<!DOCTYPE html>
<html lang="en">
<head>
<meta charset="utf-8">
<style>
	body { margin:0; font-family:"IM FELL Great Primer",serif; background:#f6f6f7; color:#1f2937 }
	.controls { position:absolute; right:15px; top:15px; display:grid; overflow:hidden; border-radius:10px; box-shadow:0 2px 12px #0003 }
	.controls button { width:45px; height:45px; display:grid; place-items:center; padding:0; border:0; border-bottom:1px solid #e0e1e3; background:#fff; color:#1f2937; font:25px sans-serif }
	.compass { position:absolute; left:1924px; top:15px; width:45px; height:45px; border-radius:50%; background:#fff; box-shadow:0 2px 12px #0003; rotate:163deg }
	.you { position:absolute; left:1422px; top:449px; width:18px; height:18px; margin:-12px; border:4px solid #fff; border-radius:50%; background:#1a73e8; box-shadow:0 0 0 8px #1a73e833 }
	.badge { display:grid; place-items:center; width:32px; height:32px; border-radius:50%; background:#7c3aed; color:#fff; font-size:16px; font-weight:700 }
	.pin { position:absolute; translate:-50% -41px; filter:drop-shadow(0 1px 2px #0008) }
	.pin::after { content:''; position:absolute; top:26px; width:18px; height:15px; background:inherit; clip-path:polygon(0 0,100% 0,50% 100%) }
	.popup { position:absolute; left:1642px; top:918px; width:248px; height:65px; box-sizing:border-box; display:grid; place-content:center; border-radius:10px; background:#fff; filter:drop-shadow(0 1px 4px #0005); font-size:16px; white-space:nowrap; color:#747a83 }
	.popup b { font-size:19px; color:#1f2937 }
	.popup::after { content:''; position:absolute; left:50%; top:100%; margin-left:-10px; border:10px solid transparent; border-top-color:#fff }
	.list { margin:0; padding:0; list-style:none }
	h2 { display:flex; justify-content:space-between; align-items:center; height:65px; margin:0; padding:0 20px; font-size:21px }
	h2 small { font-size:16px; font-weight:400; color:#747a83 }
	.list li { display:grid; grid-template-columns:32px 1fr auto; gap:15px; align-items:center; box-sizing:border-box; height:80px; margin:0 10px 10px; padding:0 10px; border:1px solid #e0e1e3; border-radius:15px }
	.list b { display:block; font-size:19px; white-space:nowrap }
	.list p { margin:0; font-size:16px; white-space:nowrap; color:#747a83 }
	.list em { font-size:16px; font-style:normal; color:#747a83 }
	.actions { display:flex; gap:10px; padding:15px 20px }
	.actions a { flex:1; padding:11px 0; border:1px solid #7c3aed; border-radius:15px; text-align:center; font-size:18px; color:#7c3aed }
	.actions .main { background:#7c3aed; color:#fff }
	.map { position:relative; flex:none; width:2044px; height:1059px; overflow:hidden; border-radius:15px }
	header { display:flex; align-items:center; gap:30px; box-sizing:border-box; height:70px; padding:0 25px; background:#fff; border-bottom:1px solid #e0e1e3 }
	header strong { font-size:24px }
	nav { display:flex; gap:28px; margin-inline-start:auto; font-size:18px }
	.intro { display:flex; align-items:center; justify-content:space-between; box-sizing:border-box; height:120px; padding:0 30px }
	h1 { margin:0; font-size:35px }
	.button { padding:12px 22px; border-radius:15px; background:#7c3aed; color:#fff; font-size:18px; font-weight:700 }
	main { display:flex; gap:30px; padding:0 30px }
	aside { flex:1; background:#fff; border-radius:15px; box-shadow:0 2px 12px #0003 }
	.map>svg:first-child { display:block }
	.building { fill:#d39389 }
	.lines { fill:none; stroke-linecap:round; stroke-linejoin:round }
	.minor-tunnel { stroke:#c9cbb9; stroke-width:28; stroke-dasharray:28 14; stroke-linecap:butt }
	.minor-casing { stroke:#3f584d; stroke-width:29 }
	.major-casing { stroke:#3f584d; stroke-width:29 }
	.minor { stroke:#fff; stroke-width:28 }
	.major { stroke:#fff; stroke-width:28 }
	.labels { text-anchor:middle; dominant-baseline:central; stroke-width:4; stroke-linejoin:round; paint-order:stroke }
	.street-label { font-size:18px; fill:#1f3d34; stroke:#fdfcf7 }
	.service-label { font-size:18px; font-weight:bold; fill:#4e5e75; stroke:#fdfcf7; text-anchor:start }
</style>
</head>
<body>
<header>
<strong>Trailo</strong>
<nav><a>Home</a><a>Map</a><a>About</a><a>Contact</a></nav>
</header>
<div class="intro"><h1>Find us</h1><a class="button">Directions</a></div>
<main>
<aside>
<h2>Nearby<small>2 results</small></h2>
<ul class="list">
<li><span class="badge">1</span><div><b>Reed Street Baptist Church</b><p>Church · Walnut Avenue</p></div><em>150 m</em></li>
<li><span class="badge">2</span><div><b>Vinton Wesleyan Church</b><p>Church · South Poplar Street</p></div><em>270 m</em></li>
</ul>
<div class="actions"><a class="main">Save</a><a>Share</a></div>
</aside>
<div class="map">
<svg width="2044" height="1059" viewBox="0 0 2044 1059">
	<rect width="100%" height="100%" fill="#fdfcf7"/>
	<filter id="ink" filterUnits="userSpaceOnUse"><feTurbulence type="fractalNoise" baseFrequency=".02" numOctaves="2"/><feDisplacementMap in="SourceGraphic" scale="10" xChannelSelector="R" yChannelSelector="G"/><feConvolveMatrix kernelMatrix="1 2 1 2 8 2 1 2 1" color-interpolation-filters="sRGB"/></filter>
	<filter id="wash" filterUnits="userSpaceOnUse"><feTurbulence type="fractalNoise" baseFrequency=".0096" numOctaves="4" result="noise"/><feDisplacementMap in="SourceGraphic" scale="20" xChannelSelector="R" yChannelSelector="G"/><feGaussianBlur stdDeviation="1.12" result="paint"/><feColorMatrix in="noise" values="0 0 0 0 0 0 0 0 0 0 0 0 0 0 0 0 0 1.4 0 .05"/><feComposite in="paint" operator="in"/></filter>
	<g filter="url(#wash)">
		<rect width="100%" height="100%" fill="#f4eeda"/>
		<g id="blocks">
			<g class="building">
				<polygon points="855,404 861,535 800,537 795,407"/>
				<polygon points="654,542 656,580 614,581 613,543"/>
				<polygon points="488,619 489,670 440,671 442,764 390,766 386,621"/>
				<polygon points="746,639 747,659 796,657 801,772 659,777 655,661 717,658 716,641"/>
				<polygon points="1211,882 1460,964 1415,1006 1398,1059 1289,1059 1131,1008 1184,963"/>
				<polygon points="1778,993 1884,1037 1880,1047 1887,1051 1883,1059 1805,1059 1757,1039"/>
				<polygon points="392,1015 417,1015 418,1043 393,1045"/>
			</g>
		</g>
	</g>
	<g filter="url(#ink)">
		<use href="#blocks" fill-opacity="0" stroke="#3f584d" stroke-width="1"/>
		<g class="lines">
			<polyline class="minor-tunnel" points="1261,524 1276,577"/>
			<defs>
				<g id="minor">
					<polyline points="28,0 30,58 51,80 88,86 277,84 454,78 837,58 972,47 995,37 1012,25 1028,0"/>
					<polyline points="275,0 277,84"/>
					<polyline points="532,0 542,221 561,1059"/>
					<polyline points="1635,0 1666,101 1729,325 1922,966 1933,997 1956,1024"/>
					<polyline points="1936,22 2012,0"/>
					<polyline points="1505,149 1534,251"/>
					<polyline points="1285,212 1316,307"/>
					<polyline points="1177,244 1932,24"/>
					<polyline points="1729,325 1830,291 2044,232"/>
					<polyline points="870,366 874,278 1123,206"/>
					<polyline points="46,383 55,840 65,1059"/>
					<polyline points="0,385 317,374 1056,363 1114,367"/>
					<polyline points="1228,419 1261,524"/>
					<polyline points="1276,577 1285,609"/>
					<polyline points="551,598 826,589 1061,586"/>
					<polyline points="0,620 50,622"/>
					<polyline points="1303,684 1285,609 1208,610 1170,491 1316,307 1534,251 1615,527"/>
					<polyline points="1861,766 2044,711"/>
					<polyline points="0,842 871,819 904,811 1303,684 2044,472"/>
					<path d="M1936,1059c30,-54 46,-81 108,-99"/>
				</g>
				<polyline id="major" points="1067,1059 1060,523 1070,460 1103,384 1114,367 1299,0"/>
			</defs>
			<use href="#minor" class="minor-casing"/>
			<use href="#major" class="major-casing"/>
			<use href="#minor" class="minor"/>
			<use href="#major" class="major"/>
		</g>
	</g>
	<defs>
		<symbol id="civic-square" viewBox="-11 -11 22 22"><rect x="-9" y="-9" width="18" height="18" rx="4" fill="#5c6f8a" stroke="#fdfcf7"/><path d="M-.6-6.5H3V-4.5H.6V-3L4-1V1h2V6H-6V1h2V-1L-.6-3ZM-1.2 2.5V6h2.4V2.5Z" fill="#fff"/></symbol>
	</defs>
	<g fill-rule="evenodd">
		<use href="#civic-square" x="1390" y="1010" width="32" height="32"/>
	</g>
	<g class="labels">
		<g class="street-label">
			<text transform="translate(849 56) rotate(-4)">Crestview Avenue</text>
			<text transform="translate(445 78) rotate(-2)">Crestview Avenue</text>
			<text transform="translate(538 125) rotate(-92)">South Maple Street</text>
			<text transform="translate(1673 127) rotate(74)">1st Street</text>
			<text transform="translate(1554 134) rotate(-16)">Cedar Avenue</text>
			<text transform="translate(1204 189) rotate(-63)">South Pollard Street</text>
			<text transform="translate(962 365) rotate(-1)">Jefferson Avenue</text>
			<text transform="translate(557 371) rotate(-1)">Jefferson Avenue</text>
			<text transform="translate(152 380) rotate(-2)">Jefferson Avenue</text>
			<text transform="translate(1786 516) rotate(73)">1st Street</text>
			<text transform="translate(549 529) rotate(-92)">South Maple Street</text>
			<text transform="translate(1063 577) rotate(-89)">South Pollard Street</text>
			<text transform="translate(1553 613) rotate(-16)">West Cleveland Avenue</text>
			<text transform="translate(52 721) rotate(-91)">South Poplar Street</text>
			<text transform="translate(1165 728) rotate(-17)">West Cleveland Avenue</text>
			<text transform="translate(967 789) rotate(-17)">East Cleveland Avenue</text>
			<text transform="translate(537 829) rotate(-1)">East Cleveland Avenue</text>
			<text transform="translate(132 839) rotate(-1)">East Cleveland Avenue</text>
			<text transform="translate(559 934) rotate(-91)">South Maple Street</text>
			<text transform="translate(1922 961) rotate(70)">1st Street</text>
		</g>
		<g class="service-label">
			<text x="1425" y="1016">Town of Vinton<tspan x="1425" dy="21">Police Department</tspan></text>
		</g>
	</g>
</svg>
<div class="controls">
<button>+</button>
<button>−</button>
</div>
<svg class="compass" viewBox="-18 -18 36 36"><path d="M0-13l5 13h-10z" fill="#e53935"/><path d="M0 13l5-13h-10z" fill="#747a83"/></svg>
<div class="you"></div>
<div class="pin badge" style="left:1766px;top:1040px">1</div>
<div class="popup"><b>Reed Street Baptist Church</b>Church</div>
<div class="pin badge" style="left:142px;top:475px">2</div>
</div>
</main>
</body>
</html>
——
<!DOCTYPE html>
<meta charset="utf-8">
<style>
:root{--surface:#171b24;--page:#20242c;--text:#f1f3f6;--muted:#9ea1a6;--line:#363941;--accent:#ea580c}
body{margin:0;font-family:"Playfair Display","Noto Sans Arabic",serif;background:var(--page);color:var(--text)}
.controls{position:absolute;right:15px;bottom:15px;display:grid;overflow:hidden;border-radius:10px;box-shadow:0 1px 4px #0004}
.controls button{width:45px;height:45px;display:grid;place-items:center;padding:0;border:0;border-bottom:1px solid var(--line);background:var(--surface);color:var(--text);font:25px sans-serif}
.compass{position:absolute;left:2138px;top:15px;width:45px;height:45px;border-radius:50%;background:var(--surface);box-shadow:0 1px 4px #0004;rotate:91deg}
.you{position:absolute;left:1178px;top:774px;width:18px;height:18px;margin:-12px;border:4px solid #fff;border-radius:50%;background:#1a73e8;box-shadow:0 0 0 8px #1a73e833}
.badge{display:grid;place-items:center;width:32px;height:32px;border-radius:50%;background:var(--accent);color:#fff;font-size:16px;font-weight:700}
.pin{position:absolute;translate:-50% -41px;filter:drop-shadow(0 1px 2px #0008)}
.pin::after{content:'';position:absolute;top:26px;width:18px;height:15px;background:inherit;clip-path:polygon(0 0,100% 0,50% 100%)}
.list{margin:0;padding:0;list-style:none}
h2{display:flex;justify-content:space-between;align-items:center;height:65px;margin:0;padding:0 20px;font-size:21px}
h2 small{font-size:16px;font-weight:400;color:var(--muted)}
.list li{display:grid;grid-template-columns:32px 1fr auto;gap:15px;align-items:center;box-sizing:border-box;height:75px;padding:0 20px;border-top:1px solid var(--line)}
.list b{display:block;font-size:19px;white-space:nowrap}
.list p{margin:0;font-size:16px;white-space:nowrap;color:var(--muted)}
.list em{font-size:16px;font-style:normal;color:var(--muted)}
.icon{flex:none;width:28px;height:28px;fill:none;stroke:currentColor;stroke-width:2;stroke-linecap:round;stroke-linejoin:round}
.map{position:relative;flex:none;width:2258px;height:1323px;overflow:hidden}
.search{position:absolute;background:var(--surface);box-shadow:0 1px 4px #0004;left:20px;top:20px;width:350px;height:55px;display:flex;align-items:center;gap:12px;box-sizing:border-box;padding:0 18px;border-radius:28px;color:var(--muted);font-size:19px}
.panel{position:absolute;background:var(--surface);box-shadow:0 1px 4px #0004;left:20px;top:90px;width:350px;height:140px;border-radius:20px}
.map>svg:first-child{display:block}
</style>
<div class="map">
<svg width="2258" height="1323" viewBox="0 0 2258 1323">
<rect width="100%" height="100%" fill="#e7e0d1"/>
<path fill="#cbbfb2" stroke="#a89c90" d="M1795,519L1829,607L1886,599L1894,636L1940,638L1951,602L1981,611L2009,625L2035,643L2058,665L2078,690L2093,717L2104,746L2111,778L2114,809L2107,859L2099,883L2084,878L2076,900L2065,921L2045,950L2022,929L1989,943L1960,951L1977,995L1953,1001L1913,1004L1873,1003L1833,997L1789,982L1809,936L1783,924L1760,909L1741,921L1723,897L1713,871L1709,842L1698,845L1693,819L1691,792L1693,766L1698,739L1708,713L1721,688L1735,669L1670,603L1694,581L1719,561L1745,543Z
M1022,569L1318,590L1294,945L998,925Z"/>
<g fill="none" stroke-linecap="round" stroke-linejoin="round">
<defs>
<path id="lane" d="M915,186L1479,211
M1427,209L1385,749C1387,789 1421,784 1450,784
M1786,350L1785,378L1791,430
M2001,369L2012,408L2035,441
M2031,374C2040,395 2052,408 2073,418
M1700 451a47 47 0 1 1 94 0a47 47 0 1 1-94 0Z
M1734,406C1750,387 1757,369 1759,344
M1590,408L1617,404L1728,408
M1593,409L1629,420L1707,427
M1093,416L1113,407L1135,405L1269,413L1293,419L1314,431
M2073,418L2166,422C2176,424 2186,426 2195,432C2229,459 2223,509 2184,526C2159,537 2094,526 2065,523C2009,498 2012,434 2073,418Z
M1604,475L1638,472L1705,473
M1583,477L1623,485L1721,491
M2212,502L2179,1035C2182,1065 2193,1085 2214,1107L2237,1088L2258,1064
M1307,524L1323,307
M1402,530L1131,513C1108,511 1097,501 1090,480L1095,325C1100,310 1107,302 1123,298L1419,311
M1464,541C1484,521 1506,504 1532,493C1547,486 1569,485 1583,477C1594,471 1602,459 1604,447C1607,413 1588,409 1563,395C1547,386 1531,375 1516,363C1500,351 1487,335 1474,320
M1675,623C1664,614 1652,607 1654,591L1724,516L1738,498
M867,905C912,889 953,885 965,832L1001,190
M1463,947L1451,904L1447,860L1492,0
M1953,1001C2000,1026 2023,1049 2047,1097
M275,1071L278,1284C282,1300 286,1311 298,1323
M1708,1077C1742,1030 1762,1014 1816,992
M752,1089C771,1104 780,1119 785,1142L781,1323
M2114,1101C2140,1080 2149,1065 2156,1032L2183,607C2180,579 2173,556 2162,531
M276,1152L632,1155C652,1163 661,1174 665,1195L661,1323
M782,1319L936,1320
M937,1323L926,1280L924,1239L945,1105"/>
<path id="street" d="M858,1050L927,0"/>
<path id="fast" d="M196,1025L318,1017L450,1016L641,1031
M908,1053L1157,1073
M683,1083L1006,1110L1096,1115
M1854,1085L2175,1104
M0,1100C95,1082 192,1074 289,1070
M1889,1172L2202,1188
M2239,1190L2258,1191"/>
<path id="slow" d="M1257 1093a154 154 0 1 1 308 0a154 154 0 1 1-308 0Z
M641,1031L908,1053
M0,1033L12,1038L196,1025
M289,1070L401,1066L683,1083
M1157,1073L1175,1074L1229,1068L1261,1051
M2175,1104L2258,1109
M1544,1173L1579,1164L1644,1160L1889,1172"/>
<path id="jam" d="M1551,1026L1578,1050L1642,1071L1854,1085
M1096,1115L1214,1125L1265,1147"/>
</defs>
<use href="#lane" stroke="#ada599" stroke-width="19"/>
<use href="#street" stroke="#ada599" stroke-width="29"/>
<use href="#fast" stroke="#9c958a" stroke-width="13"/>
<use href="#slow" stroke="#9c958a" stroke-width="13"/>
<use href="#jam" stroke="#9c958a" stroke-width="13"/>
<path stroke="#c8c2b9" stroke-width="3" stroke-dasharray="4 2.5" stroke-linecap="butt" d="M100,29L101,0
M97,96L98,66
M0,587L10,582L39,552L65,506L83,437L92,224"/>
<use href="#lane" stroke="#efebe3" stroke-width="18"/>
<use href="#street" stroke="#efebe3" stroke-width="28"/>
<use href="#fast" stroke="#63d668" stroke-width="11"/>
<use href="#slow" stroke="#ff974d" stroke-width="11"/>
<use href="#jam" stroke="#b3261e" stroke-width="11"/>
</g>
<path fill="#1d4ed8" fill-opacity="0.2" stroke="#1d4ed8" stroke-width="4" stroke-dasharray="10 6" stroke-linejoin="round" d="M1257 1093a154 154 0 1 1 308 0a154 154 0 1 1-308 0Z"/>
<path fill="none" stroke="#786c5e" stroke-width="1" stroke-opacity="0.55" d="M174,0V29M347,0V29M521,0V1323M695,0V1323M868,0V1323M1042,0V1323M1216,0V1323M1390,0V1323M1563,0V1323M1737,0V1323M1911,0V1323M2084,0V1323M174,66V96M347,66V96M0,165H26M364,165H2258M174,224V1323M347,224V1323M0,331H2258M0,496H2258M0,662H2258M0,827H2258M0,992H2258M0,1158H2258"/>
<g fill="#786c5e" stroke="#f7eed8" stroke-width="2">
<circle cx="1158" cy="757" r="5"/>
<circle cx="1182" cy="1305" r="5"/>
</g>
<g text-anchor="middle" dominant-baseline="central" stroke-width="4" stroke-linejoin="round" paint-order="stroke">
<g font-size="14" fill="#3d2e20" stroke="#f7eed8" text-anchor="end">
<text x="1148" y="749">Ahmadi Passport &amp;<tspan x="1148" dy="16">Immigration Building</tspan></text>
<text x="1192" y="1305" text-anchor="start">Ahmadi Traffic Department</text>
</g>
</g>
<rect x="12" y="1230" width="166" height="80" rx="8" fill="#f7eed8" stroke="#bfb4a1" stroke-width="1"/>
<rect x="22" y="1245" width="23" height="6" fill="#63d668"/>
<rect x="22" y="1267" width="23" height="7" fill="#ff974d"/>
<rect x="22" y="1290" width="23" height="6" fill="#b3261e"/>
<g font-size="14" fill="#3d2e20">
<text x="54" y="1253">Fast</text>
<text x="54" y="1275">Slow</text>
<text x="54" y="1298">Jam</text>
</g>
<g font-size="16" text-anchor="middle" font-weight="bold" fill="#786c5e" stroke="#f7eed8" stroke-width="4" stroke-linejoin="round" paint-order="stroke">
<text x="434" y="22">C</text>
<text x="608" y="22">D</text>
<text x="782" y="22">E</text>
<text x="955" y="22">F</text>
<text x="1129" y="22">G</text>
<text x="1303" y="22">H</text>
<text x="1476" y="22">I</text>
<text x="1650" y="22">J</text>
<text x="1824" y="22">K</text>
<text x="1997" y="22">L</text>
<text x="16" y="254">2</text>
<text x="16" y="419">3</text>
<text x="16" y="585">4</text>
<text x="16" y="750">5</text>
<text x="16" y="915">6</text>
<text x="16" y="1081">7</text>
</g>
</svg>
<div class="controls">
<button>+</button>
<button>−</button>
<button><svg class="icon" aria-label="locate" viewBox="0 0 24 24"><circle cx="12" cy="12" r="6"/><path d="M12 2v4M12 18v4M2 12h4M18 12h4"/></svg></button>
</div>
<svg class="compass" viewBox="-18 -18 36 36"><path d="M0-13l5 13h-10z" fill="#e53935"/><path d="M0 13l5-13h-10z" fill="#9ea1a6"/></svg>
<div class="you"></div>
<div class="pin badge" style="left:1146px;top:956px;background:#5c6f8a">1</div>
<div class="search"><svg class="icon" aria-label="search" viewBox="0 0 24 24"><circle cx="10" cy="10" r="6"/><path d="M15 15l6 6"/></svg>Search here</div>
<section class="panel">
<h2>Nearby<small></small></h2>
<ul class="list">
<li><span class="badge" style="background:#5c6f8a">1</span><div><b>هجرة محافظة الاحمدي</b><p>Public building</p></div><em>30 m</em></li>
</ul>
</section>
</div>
——
- [How to complete this task]: Only a number is wanted here: the tally of lines in the entries that include the word "baseFrequency".

- [Task result]: 2